Task objective. Output, without alteration, the first line of the entries and each line after it, stopping with the line that contains "position:relative; width:2437px; height:1291px;".

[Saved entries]
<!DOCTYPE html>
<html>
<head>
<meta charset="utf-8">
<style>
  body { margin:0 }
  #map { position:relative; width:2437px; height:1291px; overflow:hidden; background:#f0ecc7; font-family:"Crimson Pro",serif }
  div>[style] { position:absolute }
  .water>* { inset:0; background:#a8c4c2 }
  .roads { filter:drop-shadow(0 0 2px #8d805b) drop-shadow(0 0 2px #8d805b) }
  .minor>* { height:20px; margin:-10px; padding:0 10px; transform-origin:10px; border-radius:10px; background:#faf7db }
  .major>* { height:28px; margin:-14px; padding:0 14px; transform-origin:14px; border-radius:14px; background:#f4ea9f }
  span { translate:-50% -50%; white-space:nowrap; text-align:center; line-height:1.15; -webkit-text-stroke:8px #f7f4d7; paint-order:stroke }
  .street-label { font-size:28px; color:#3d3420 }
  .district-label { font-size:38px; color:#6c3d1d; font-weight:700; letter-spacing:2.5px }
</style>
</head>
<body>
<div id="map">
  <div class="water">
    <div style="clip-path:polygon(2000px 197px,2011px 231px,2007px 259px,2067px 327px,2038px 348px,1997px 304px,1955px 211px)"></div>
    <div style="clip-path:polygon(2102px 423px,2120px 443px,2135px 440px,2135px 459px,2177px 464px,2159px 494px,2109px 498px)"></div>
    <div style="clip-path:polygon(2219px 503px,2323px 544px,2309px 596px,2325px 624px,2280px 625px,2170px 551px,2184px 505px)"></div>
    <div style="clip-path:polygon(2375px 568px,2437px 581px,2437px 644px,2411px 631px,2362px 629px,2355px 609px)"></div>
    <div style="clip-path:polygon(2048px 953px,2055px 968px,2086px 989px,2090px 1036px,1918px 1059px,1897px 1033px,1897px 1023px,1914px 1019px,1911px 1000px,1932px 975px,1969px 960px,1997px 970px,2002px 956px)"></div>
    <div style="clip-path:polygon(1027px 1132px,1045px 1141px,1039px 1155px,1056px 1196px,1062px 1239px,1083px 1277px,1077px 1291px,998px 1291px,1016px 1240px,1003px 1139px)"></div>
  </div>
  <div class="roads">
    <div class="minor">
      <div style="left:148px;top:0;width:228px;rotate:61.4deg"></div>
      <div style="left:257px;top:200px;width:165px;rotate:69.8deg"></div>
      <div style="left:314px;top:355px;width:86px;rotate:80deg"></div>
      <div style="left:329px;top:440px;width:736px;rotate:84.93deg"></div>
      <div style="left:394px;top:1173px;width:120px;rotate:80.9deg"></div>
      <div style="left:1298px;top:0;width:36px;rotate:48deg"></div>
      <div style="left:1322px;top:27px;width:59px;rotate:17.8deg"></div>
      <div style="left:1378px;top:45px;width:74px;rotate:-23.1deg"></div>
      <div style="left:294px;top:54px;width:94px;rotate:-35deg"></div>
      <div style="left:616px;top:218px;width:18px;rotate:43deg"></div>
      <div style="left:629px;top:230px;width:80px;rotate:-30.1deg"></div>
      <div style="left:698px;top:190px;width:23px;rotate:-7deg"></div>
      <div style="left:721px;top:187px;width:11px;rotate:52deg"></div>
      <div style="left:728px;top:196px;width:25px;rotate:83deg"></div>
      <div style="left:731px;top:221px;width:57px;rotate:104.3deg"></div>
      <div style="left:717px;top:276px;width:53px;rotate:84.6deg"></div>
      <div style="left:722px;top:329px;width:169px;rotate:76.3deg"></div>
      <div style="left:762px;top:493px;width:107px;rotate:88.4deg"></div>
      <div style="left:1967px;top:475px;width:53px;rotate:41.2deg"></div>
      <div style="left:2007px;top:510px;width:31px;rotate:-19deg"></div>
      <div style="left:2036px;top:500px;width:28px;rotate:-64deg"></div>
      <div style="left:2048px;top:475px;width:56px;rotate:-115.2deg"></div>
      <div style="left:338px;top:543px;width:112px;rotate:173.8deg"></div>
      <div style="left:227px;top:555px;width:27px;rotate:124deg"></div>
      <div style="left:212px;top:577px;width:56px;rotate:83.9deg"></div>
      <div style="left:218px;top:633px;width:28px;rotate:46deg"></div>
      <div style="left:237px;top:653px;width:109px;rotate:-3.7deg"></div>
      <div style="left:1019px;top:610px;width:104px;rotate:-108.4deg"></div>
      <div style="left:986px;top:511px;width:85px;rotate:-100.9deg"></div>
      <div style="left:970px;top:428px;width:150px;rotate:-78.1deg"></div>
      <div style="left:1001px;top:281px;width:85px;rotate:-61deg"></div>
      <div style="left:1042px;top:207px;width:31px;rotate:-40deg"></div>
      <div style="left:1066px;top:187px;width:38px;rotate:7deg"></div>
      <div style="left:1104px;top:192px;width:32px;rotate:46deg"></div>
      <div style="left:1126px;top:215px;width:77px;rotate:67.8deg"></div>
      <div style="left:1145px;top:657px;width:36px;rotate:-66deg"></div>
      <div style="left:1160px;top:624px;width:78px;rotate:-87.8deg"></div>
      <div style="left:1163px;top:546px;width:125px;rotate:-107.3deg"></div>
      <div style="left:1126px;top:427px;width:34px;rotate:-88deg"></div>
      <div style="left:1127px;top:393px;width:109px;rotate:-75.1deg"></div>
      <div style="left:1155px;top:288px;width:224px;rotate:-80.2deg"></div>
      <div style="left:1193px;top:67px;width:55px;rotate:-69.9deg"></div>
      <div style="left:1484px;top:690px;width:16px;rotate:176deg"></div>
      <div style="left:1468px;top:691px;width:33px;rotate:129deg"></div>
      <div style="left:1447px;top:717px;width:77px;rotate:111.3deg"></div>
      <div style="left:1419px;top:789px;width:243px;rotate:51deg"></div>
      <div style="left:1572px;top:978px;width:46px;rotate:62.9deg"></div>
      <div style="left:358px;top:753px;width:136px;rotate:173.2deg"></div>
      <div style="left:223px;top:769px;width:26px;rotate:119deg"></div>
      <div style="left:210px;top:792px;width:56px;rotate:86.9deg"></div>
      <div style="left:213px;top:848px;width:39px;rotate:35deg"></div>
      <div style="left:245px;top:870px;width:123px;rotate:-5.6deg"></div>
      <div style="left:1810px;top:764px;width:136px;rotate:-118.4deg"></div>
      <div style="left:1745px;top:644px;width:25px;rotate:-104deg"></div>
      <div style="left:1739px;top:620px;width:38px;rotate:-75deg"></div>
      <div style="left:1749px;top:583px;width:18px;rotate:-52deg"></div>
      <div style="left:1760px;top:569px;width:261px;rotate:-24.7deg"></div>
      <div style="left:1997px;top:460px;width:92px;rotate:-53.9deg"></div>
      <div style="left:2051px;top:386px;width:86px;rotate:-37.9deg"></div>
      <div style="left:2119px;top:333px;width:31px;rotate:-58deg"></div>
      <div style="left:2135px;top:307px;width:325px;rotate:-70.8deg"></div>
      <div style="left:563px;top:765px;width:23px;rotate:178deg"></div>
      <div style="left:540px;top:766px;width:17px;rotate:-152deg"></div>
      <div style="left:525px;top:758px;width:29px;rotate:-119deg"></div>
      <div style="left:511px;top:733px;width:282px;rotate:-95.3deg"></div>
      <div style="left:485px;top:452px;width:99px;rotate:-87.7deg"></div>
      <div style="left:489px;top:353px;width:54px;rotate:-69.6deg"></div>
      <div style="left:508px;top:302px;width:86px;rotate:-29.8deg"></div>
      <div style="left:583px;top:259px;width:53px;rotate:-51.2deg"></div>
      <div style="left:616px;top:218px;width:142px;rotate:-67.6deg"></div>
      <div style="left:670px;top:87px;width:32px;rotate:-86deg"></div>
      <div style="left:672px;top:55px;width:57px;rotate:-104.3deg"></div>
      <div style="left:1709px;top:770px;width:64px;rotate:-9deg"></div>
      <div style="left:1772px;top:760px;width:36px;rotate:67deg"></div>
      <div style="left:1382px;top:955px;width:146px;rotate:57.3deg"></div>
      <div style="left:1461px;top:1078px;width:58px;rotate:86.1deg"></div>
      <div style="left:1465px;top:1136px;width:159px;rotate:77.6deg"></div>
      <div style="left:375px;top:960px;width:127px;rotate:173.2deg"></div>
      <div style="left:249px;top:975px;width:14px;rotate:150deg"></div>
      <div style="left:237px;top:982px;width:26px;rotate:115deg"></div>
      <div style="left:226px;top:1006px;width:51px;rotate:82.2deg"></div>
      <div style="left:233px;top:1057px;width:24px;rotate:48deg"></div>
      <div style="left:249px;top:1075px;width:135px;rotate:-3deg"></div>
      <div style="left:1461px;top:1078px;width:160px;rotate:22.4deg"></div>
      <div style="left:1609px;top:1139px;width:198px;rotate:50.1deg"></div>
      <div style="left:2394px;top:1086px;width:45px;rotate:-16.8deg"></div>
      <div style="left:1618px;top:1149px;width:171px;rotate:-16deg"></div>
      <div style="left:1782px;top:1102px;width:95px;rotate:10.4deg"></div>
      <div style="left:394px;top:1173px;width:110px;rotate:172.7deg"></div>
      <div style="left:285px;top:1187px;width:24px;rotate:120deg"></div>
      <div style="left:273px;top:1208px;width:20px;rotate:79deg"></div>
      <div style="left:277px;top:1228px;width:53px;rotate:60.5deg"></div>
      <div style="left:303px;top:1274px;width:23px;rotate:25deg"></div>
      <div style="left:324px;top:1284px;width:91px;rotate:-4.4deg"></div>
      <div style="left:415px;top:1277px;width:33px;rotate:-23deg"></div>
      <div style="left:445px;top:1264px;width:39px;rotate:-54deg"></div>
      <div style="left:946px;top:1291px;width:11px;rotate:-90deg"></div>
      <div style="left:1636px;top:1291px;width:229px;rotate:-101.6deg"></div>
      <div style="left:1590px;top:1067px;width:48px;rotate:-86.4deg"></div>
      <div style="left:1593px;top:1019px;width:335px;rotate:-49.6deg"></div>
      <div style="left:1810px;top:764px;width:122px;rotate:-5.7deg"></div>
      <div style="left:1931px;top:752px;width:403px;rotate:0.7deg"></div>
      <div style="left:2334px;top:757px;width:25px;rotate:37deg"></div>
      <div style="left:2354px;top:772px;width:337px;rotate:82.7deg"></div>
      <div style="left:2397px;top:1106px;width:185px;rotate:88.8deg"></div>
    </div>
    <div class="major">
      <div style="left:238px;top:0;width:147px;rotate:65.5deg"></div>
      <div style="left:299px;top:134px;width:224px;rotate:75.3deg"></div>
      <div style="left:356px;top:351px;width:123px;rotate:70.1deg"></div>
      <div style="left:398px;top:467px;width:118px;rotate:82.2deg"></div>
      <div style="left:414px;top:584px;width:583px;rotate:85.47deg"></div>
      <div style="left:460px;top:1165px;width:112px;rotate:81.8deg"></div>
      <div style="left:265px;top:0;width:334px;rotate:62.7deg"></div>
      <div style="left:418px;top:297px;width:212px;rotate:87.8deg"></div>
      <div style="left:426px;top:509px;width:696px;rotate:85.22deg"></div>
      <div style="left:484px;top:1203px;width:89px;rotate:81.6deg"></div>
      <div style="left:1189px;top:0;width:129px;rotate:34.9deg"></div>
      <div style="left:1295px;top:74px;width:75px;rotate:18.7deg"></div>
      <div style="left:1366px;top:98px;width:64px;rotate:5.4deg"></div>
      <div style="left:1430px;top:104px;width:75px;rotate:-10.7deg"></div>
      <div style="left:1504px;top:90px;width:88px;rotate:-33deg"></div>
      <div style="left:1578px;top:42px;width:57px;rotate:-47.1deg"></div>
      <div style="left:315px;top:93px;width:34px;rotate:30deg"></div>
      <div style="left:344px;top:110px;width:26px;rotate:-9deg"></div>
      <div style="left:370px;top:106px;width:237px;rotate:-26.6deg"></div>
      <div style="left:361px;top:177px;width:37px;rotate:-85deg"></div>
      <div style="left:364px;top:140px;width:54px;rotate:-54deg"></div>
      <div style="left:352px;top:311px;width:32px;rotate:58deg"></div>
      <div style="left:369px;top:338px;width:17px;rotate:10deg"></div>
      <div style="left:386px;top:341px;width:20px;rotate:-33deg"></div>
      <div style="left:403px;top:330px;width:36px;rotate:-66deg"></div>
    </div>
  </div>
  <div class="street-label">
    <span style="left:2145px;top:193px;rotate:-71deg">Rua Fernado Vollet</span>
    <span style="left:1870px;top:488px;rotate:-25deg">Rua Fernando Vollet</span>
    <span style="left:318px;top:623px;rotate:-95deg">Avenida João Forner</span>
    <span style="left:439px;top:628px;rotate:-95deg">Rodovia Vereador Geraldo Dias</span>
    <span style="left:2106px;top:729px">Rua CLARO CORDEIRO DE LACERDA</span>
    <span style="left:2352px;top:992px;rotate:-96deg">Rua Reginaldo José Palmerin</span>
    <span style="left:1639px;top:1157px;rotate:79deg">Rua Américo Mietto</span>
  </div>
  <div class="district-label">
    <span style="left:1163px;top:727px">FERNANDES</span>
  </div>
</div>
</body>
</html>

Your solution.
<!DOCTYPE html>
<html>
<head>
<meta charset="utf-8">
<style>
  body { margin:0 }
  #map { position:relative; width:2437px; height:1291px; overflow:hidden; background:#f0ecc7; font-family:"Crimson Pro",serif }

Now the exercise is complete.